Stored data entries
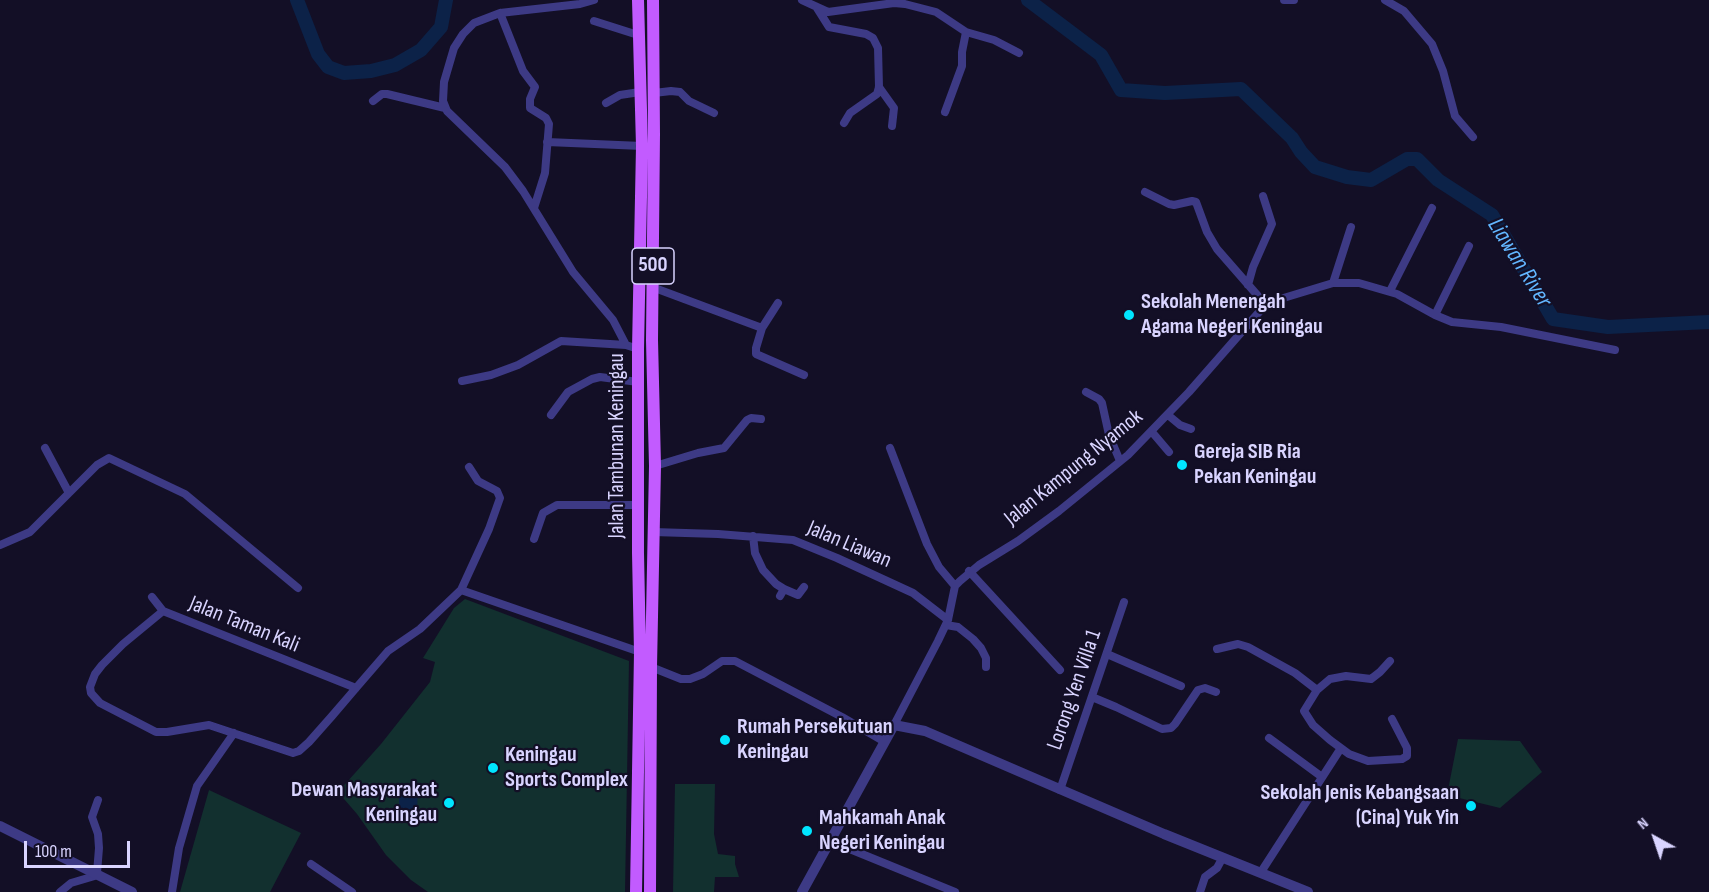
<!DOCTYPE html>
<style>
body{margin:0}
#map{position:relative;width:1709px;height:892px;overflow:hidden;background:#130f26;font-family:"Sofia Sans Condensed",sans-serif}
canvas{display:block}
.north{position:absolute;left:1625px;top:808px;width:60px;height:60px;-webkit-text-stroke:4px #130f26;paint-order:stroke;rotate:320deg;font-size:16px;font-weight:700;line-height:24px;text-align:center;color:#d9d4ff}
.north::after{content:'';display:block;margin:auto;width:21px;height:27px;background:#d9d4ff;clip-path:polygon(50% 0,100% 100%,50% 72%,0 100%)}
.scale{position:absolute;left:24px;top:841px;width:106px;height:27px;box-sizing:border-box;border:3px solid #d9d4ff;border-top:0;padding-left:8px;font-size:18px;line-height:21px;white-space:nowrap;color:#d9d4ff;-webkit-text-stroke:4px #130f26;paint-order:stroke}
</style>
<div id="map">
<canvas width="1709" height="892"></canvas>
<div class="north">N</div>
<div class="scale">100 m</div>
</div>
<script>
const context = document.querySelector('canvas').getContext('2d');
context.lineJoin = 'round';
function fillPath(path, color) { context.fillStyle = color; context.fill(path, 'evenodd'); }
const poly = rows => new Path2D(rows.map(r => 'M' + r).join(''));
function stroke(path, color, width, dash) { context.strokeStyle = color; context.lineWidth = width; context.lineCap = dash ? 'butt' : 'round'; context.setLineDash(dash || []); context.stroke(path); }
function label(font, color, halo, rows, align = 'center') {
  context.font = font + ' "Sofia Sans Condensed",sans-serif'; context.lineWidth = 4.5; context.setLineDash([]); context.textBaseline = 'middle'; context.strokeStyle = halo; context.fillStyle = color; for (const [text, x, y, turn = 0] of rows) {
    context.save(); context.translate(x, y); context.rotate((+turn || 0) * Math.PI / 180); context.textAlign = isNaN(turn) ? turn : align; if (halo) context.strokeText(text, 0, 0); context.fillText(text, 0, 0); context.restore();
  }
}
const green = poly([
 [465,599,629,661,625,892,428,892,411,880,386,855,357,814,338,792,381,744,430,682,435,662,423,658,454,608],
 [1458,739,1520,741,1542,772,1500,808,1447,795],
 [675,784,715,784,714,834,718,854,735,856,735,864,739,877,715,877,714,892,673,892],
 [209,790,301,833,270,892,180,892]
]);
const water = poly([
 [399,786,418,786,417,812,399,812]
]);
const river = poly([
 [297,0,318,54,328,67,344,73,371,71,395,65,421,50,441,27,446,0],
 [1028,0,1101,55,1121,90,1165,93,1241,89,1292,138,1301,152,1315,167,1347,177,1371,180,1407,159,1417,159,1438,180,1492,215,1553,319,1608,327,1709,322]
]);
const minor = poly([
 [594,0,580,4,500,13,474,23,463,34,454,48,444,82,443,101,447,111,505,167,523,191,573,272,613,320,626,345,638,349],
 [802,0,828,12,894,3,905,4,936,12,966,32,962,52,962,66,945,112],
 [1284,0,1294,0],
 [1385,0,1404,11,1432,44,1443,71,1455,116,1473,137],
 [817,8,829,27,866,34,873,38,878,48,879,87,877,94,850,113,844,123],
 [500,13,523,71,535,87,530,99,530,108,546,118,549,124,545,173,534,208],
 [594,21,638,35],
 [966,32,994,40,1019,53],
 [879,87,894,108,892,126],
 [654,93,671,91,680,92,689,101,714,113],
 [373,101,382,94,387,94,445,108],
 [606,103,620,95,640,92],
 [547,142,642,146],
 [1145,192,1169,204,1174,205,1192,201,1196,202,1207,232,1217,249,1265,304],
 [1333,283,1351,227],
 [1248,285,1253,267,1272,224,1263,196],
 [652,287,762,328,778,303],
 [1390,291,1432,208],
 [1435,315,1469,246],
 [762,328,756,348,756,354,804,375],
 [462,381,491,375,518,365,561,341,626,345],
 [1086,392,1099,399,1102,403,1109,435,1120,461],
 [551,415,568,392,592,379,600,377,638,382],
 [1168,415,1180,425,1191,429],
 [1152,432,1169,452],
 [45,448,69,493],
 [890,448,927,544,939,567,955,586],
 [655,466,698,453,724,448,747,420,751,418,761,419],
 [653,532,718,534,793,540,837,558,913,593,948,620],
 [753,536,755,553,763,570,776,584,784,589,780,596],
 [534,539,543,513,557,505,639,505],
 [0,545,30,532,97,465,109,458,185,494,298,588],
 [969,571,1060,670],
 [784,589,798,595,804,587],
 [461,590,489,529,500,498,497,491,478,481,469,467],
 [152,597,163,611],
 [946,625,958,627,973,639,981,648,986,658,986,667],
 [1217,649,1238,644,1248,647,1295,673,1317,690],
 [1107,654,1181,686],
 [1390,661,1380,672,1371,679,1346,676,1330,679,1317,690,1304,711,1313,725,1330,740,1349,754,1368,761,1402,759,1407,756,1407,748,1392,719],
 [651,667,681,679,690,679,703,674,722,661,735,661,842,717,885,742],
 [356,688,163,611,123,644,102,665,95,674,90,687,91,693,100,703,156,732,167,732,209,725,293,753,299,751,309,742,332,716,356,688,388,651,420,629,461,590,640,652],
 [1092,697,1116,707,1162,729,1171,728,1175,724,1198,690,1205,688,1216,692],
 [894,725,938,641,948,620,955,586,960,581,979,565,1018,541,1059,511,1128,455,1189,392,1267,303,1333,283,1359,283,1397,294,1435,315,1452,322,1501,327,1615,350],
 [1269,738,1322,777],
 [1060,790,1124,602],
 [830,841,955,892],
 [311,864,352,892],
 [1261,872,1341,748],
 [97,873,99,848,98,834,92,817,98,800],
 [60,892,71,883,98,875],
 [172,892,179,848,197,786,234,733],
 [1200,892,1205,877,1217,868,1223,857]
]);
const tertiary = poly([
 [0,826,132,892],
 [802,892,894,725,925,731,1164,834,1308,892]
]);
const primary = poly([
 [636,892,640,652,638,553,638,349,642,146,638,0],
 [650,892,651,667,655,466,652,340,654,134,653,0]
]);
const markers = [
 [1129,315,6,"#00e5ff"],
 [1182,465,6,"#00e5ff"],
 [725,740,6,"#00e5ff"],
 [493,768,6,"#00e5ff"],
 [449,803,6,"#00e5ff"],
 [1471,806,6,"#00e5ff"],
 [807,831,6,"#00e5ff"]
];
const shields = [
 [653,266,42]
];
const shieldNames = [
 ["500",653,266]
];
const poiNames = [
 ["Sekolah Menengah",1141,302],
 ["Agama Negeri Keningau",1141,327],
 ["Gereja SIB Ria",1194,452],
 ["Pekan Keningau",1194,477],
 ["Rumah Persekutuan",737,727],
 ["Keningau",737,752],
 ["Keningau",505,755],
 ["Sports Complex",505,780],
 ["Dewan Masyarakat",437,790,"right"],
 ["Keningau",437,815,"right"],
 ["Sekolah Jenis Kebangsaan",1459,793,"right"],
 ["(Cina) Yuk Yin",1459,818,"right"],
 ["Mahkamah Anak",819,818],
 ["Negeri Keningau",819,843]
];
const streetNames = [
 ["Jalan Tambunan Keningau",617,446,-90],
 ["Jalan Kampung Nyamok",1074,468,-39],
 ["Jalan Liawan",849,545,23],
 ["Jalan Taman Kali",244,625,22],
 ["Lorong Yen Villa 1",1075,690,-71]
];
const waterNames = [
 ["Liawan River",1519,263,58]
];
fillPath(green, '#12302f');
fillPath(water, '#0c2248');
stroke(river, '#0c2248', 14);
stroke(minor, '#3d3a85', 8);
stroke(tertiary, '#3d3a85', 10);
stroke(primary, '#c25bff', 12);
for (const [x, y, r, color] of markers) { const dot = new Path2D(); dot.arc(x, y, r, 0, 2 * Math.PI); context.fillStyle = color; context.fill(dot); stroke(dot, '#130f26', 2); }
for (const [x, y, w] of shields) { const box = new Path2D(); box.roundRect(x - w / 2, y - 18, w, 36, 4.5); context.fillStyle = '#130f26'; context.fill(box); stroke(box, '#d9d4ff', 1.5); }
label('bold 21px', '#d9d4ff', null, shieldNames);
label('bold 22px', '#d9d4ff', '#130f26', poiNames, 'left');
label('22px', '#d9d4ff', '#130f26', streetNames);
label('italic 24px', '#62b6ff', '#130f26', waterNames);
</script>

_Task requirements_
Begin at the first line of the entries above and return each line exactly, stopping after the line that contains "const poly = rows". Pictures do not belong in the copy.

_Result_
<!DOCTYPE html>
<style>
body{margin:0}
#map{position:relative;width:1709px;height:892px;overflow:hidden;background:#130f26;font-family:"Sofia Sans Condensed",sans-serif}
canvas{display:block}
.north{position:absolute;left:1625px;top:808px;width:60px;height:60px;-webkit-text-stroke:4px #130f26;paint-order:stroke;rotate:320deg;font-size:16px;font-weight:700;line-height:24px;text-align:center;color:#d9d4ff}
.north::after{content:'';display:block;margin:auto;width:21px;height:27px;background:#d9d4ff;clip-path:polygon(50% 0,100% 100%,50% 72%,0 100%)}
.scale{position:absolute;left:24px;top:841px;width:106px;height:27px;box-sizing:border-box;border:3px solid #d9d4ff;border-top:0;padding-left:8px;font-size:18px;line-height:21px;white-space:nowrap;color:#d9d4ff;-webkit-text-stroke:4px #130f26;paint-order:stroke}
</style>
<div id="map">
<canvas width="1709" height="892"></canvas>
<div class="north">N</div>
<div class="scale">100 m</div>
</div>
<script>
const context = document.querySelector('canvas').getContext('2d');
context.lineJoin = 'round';
function fillPath(path, color) { context.fillStyle = color; context.fill(path, 'evenodd'); }
const poly = rows => new Path2D(rows.map(r => 'M' + r).join(''));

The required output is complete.